Tavis: John Burns was the chief foreign correspondent in Baghdad, bureau chief for the "New York Times." His dispatches from Baghdad have been some of the most widely read and respected reporting about the war. The kind of journalism that earned him Pulitzer Prizes for his previous work on the war in Bosnia and the Taliban's rule in Afghanistan. He's currently on a rare trip outside of Iraq. Tonight, we actually find him in Vancouver. John Burns, nice to have you on the program, sir.

John F. Burns: It's a great pleasure, Tavis.

Tavis: Today, President Bush gave another speech, this time in Cleveland. He continues, of course, to travel around the country, wherever he can get an audience, to talk about his staying the course. And indeed, he is staying on message. Talk to me first up about what you make of the President's absolute desire and his pattern, I should say, of, in fact, staying on message, staying on course. Not at all deviating where this war is concerned.

Burns: Well, obviously, Tavis, it's not my business as a "New York Times" correspondent to get into the American politics of this. But I can say that seen from the ground in Iraq, it looks like the options are very narrow indeed. The United States is there. The country is in a state of incipient civil war. And it does seem clear that the withdrawal of American troops would precipitate much greater chaos than is presently there.

Indeed, Iraqi public opinion polls, including most recent ones, show a strong, strong Iraqi desire for American troops to stay. Not to stay forever, not to occupy the country forever, but to stay long enough to prevail in this conflict and create conditions of stability.

Tavis: All right, if I'm to believe what you're suggesting and what some have indicated, which is, in fact, that Iraqi people want the U.S. military to stay, why all the insurgency? Why the dead bodies of Iraqi women and children every single day? The two things, at first glance, don't seem to juxtapose, do they?
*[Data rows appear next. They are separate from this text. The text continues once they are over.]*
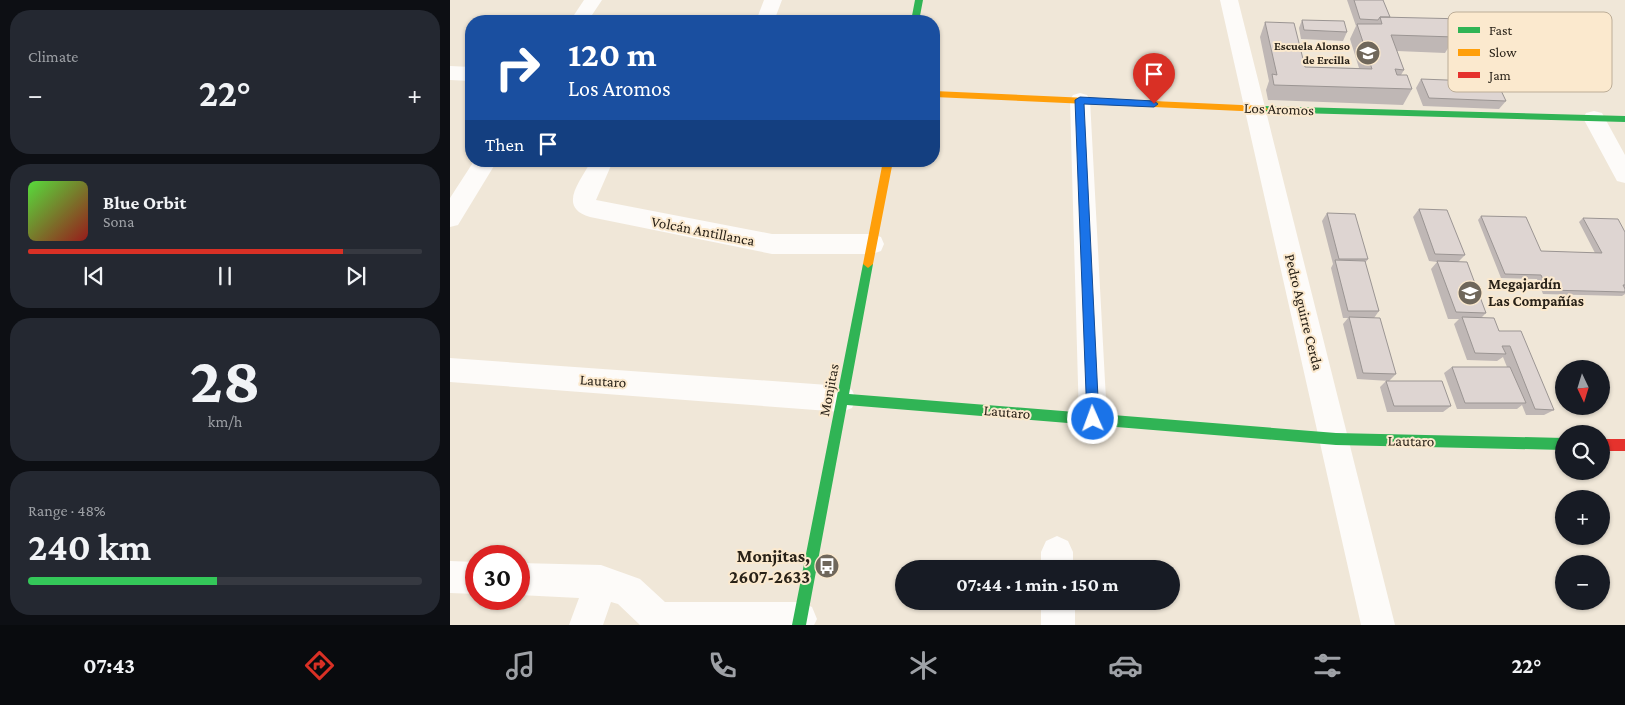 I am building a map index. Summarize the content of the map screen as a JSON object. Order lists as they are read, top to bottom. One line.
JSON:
{"streets":{"street":["Los Aromos","Volcán Antillanca","Pedro Aguirre Cerda","Lautaro","Monjitas"]},"crossings":[["Los Aromos","Pedro Aguirre Cerda"],["Volcán Antillanca","Monjitas"],["Pedro Aguirre Cerda","Lautaro"],["Lautaro","Monjitas"]],"places":{"school or university":["Escuela Alonso de Ercilla","Megajardín Las Compañías"],"bus stop":["Monjitas, 2607-2633"]},"legend":["Fast","Slow","Jam"],"north":"bottom","page":{"tile":["Climate",["28","km/h"],["Range · 48%","240 km"]],"turn":["120 m","Los Aromos"],"heat":["−","22°","+"],"then":"Then","song":["Blue Orbit","Sona"],"map_buttons":["+","−"],"limit":"30","trip":"07:44 · 1 min · 150 m","tabs":["07:43","22°"]}} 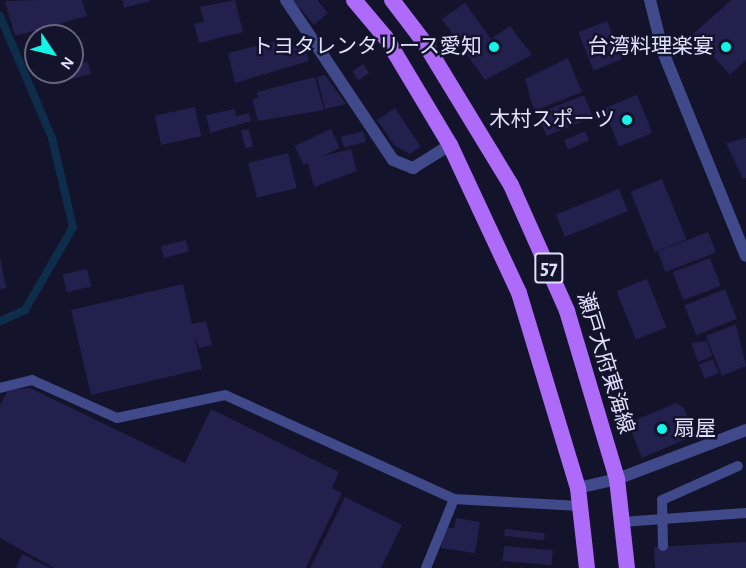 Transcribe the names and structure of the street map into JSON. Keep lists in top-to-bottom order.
{
  "streets": {
    "main road": ["57", "瀬戸大府東海線"]
  },
  "places": [
    "トヨタレンタリース愛知",
    "台湾料理楽宴",
    "木村スポーツ",
    "扇屋"
  ],
  "north": "bottom right"
} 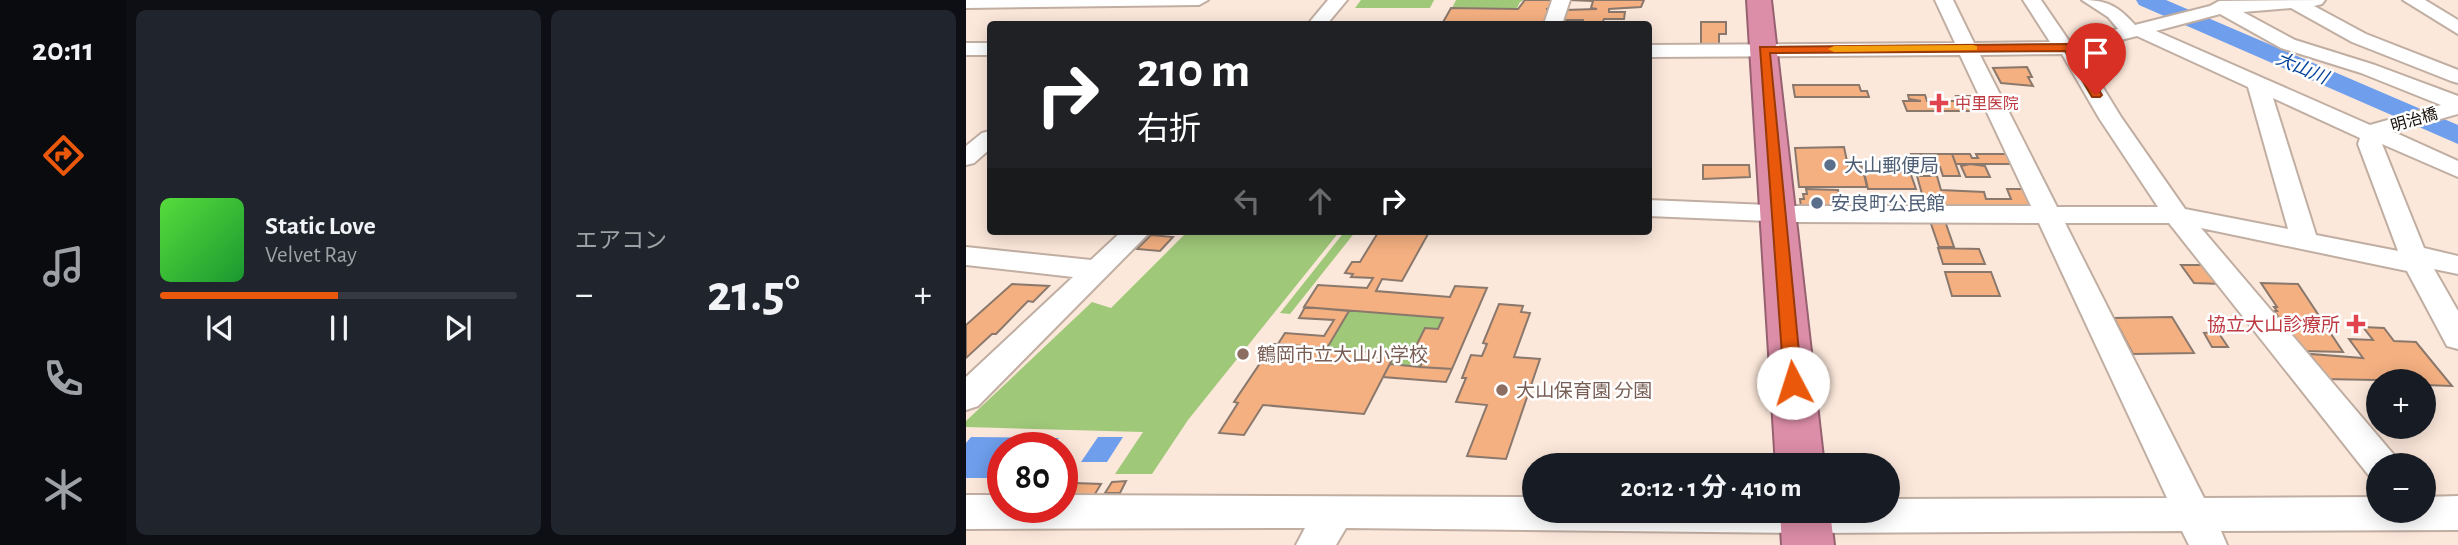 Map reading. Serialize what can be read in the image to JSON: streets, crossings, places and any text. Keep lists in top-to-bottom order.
{
  "streets": {
    "street": ["明治橋"]
  },
  "water": ["大山川"],
  "places": {
    "health": ["中里医院", "協立大山診療所"],
    "other": [
      "大山郵便局",
      "安良町公民館",
      "鶴岡市立大山小学校",
      "大山保育園 分園"
    ]
  },
  "page": {
    "tabs": "20:11",
    "tile": "エアコン",
    "turn": ["210 m", "右折"],
    "song": ["Static Love", "Velvet Ray"],
    "heat": ["−", "21.5°", "+"],
    "map_buttons": ["+", "−"],
    "limit": "80",
    "trip": "20:12 · 1 分 · 410 m"
  }
} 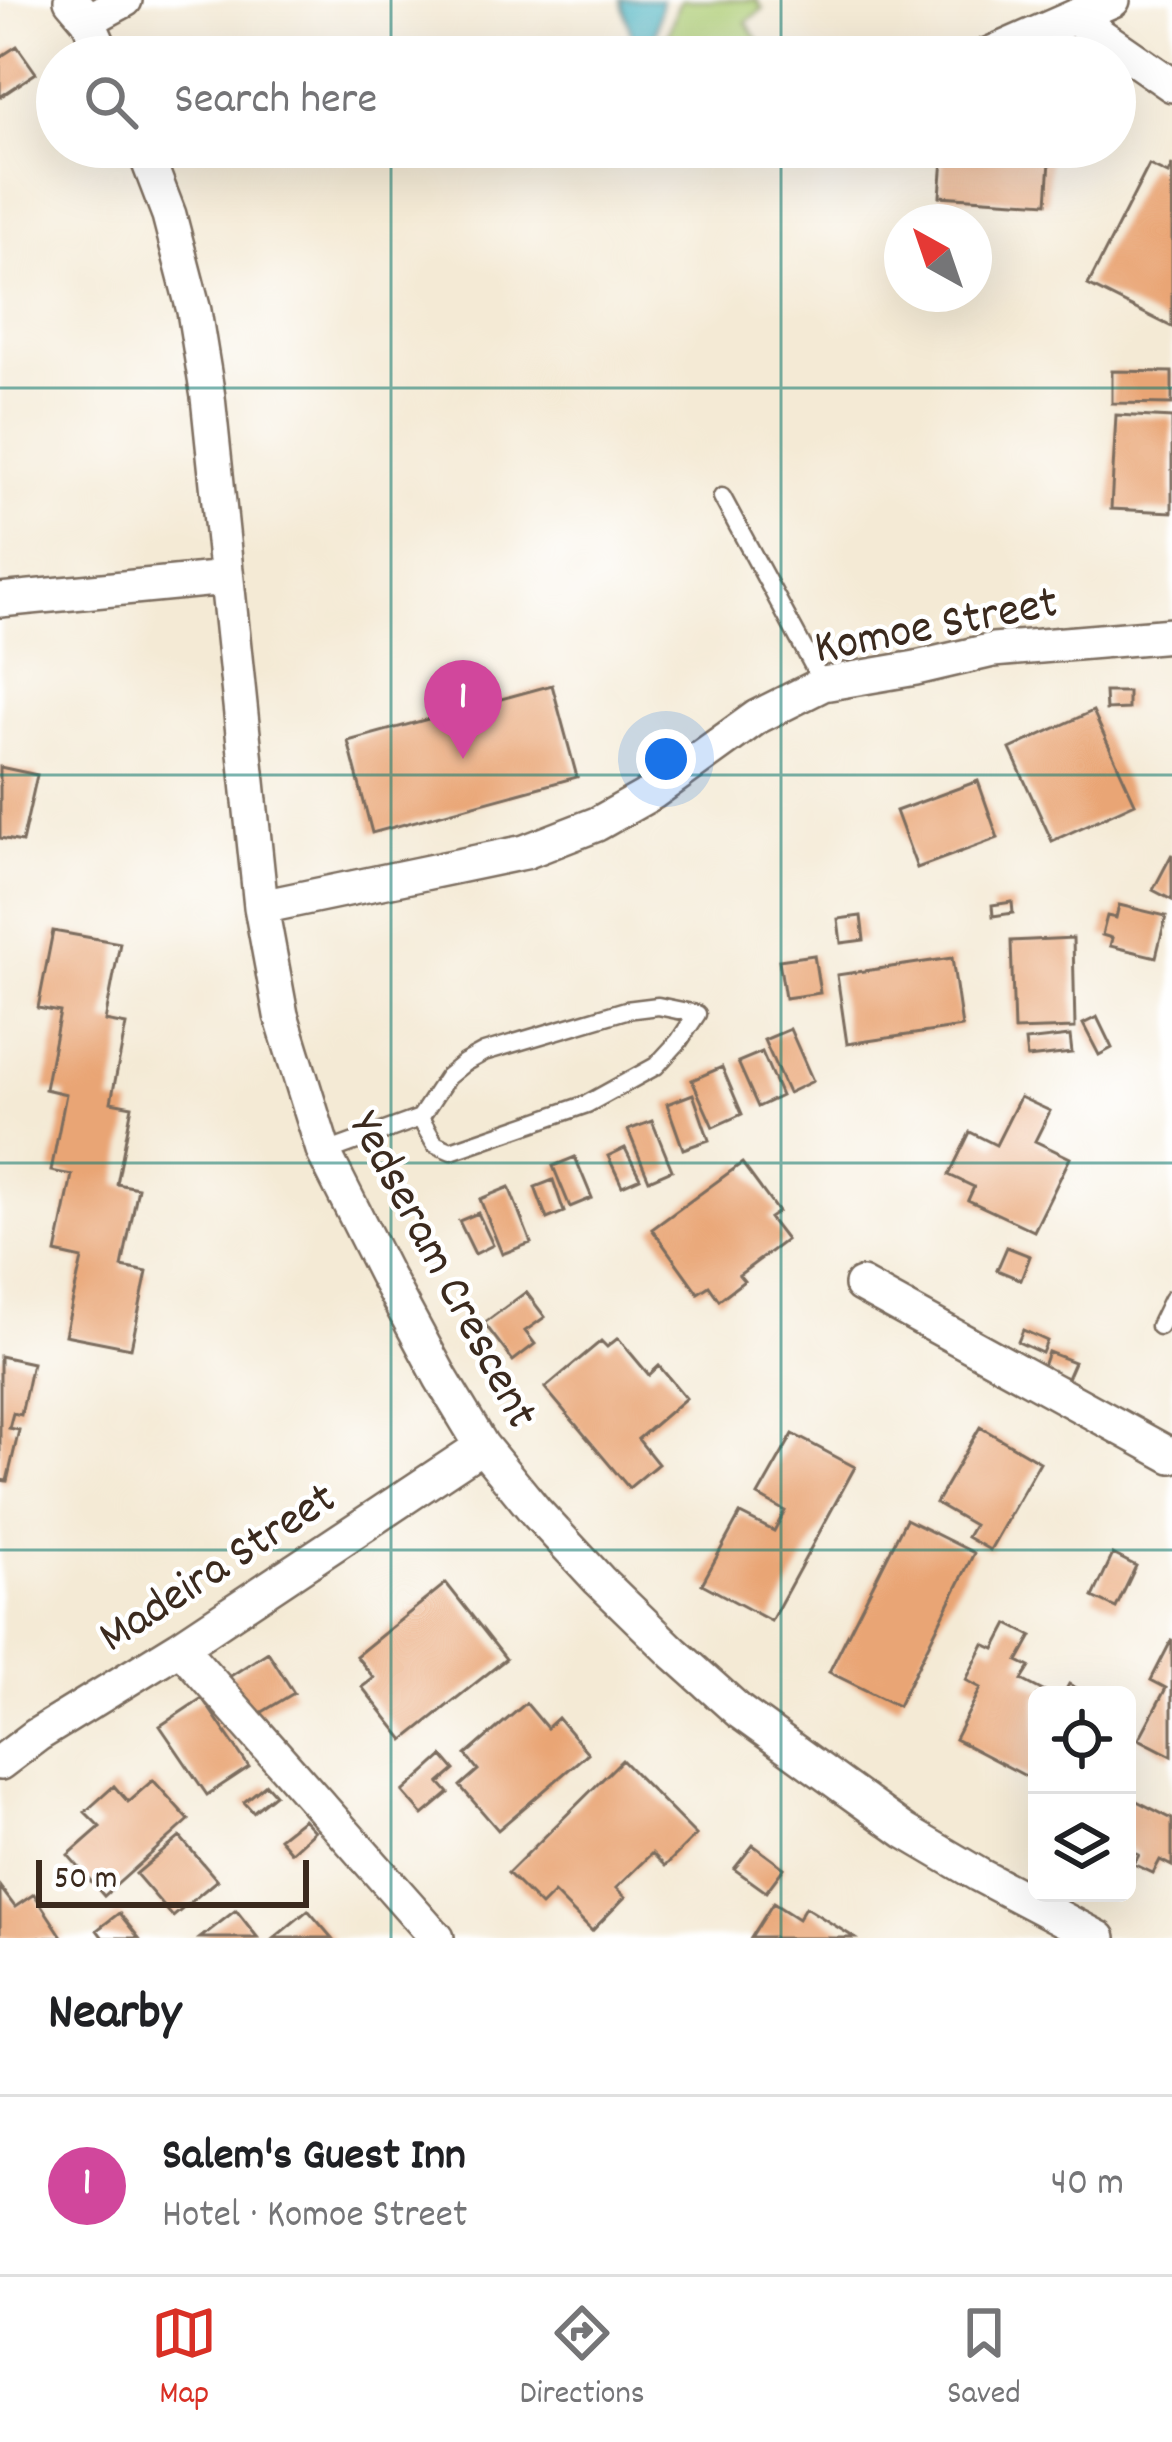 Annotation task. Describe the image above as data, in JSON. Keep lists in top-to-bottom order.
{
  "streets": {
    "street": ["Komoe Street", "Yedseram Crescent", "Madeira Street"]
  },
  "crossings": [
    ["Komoe Street", "Yedseram Crescent"],
    ["Yedseram Crescent", "Madeira Street"]
  ],
  "scale_bar": "50 m",
  "north": "top left",
  "page": {
    "search": "Search here",
    "pins": "1",
    "scale": "50 m",
    "heading": "Nearby",
    "list": [
      {
        "mark": "1",
        "name": "Salem's Guest Inn",
        "note": "Hotel · Komoe Street",
        "value": "40 m"
      }
    ],
    "nav": ["Map", "Directions", "Saved"]
  }
} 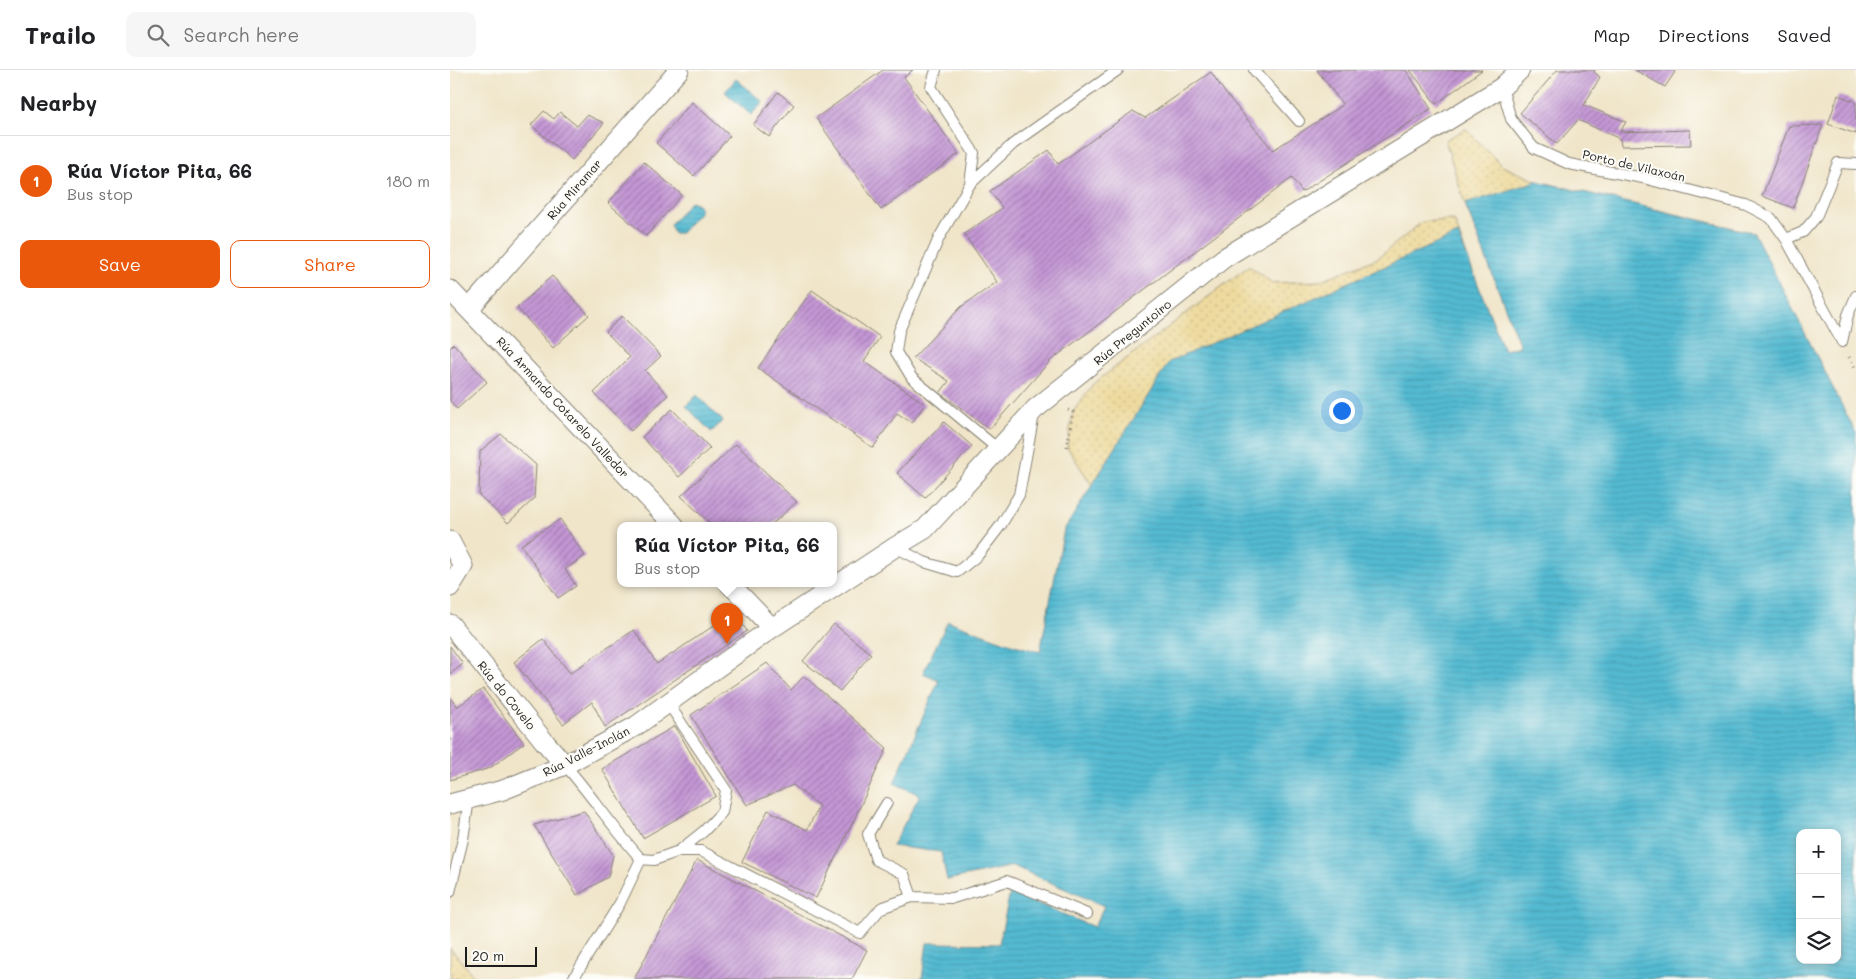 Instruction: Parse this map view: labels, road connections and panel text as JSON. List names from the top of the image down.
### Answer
{
  "streets": {
    "street": [
      "Rúa Miramar",
      "Rúa Preguntoiro",
      "Rúa Armando Cotarelo Valledor",
      "Rúa do Covelo",
      "Rúa Valle-Inclán"
    ],
    "lane": ["Porto de Vilaxoán"]
  },
  "crossings": [
    ["Porto de Vilaxoán", "Rúa Preguntoiro"],
    ["Rúa Miramar", "Rúa Armando Cotarelo Valledor"],
    ["Rúa Preguntoiro", "Rúa Valle-Inclán"],
    ["Rúa do Covelo", "Rúa Valle-Inclán"]
  ],
  "scale_bar": "20 m",
  "page": {
    "header": "Trailo",
    "search": "Search here",
    "nav": ["Map", "Directions", "Saved"],
    "heading": "Nearby",
    "list": [
      {
        "mark": "1",
        "name": "Rúa Víctor Pita, 66",
        "note": "Bus stop",
        "value": "180 m"
      }
    ],
    "buttons": ["Save", "Share"],
    "popup": ["Rúa Víctor Pita, 66", "Bus stop"],
    "pins": "1",
    "map_buttons": ["+", "−"],
    "scale": "20 m"
  }
}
Burns: This is a complex question. But this is not a classic war of national resistance of the kind that the United States faced in Vietnam. This is a largely sectarian, overwhelmingly sectarian, Sunni-Arab based insurgency which has several different components. The principal ones of which, of course, as your viewers will know, are Islamic militants who have found in Iraq a perfect forum for their activities.

And then you have the Baathist resistance, that's to say the remnants of Saddam's regime, who wished to restore Sunni-Arab minority rule in Iraq. They have been extremely persistent. They have been extremely effective. And of course, the United States has held three elections, two elections and a referendum, in Iraq, which have produced Shiite majority victories.

So, the Shiite majority and the Kurds do not wish to cede back to the status coati and Sunni-Arab minority rule. This is extremely difficult puzzle to resolve.

Tavis: It seems to me, maybe I'm wrong about this. That's why I have you on the program, to correct me, if I am. It seems what started out as a relatively small group of Saddam loyalists has grown into a guerrilla force. Am I wrong about that?

Burns: Well, I'll tell you. Let me take you back three years to March 19, 2003, when I was sitting on top of the, I think, twenty-fourth floor roof of the Palestine Hotel, and watching the beginning of enterprise. This shock and awe, as the United States military called it at the time. At that time, those of us who had lived through the last nine months, in my case, of Saddam Hussein's rule had no doubt whatsoever that the Iraqi people and the overwhelming majority, including, we felt, most Sunni Arabs, wanted to see the back of Saddam Hussein.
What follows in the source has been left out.